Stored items

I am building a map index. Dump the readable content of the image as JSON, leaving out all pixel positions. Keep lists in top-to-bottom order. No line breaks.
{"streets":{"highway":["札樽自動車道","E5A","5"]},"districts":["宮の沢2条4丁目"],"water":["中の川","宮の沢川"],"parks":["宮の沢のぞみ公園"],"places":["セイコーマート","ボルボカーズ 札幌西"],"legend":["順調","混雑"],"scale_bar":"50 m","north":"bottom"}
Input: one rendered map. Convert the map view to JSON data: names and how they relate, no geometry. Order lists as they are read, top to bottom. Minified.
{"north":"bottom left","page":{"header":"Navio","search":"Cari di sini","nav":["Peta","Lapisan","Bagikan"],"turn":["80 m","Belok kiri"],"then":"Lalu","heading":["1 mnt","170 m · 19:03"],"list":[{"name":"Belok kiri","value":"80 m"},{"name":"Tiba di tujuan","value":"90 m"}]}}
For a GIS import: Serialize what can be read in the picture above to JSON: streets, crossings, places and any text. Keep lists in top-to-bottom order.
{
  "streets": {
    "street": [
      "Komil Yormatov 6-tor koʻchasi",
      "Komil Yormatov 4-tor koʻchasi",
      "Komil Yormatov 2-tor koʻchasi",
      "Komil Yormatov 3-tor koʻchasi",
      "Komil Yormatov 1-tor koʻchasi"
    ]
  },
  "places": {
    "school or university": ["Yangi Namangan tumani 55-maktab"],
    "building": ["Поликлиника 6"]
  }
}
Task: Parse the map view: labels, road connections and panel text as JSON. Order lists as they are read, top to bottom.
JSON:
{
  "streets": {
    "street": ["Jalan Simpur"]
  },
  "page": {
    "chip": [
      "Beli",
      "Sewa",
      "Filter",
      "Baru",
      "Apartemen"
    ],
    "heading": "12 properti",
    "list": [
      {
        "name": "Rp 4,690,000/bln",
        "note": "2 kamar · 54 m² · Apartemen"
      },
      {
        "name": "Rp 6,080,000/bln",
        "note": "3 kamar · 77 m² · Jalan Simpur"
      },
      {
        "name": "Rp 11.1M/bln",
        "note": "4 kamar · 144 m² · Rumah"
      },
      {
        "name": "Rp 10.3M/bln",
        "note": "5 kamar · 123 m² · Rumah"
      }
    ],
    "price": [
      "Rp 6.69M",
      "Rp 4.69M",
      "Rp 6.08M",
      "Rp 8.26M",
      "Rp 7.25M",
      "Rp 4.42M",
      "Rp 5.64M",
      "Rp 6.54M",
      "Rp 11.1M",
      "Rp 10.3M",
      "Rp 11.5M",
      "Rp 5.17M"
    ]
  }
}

Exercise instructions: Each line of the records above, from the first through the one containing "Task: Parse the", is to be retyped exactly; no other line belongs.

Written answer:
I am building a map index. Dump the readable content of the image as JSON, leaving out all pixel positions. Keep lists in top-to-bottom order. No line breaks.
{"streets":{"highway":["札樽自動車道","E5A","5"]},"districts":["宮の沢2条4丁目"],"water":["中の川","宮の沢川"],"parks":["宮の沢のぞみ公園"],"places":["セイコーマート","ボルボカーズ 札幌西"],"legend":["順調","混雑"],"scale_bar":"50 m","north":"bottom"}
Input: one rendered map. Convert the map view to JSON data: names and how they relate, no geometry. Order lists as they are read, top to bottom. Minified.
{"north":"bottom left","page":{"header":"Navio","search":"Cari di sini","nav":["Peta","Lapisan","Bagikan"],"turn":["80 m","Belok kiri"],"then":"Lalu","heading":["1 mnt","170 m · 19:03"],"list":[{"name":"Belok kiri","value":"80 m"},{"name":"Tiba di tujuan","value":"90 m"}]}}
For a GIS import: Serialize what can be read in the picture above to JSON: streets, crossings, places and any text. Keep lists in top-to-bottom order.
{
  "streets": {
    "street": [
      "Komil Yormatov 6-tor koʻchasi",
      "Komil Yormatov 4-tor koʻchasi",
      "Komil Yormatov 2-tor koʻchasi",
      "Komil Yormatov 3-tor koʻchasi",
      "Komil Yormatov 1-tor koʻchasi"
    ]
  },
  "places": {
    "school or university": ["Yangi Namangan tumani 55-maktab"],
    "building": ["Поликлиника 6"]
  }
}
Task: Parse the map view: labels, road connections and panel text as JSON. Order lists as they are read, top to bottom.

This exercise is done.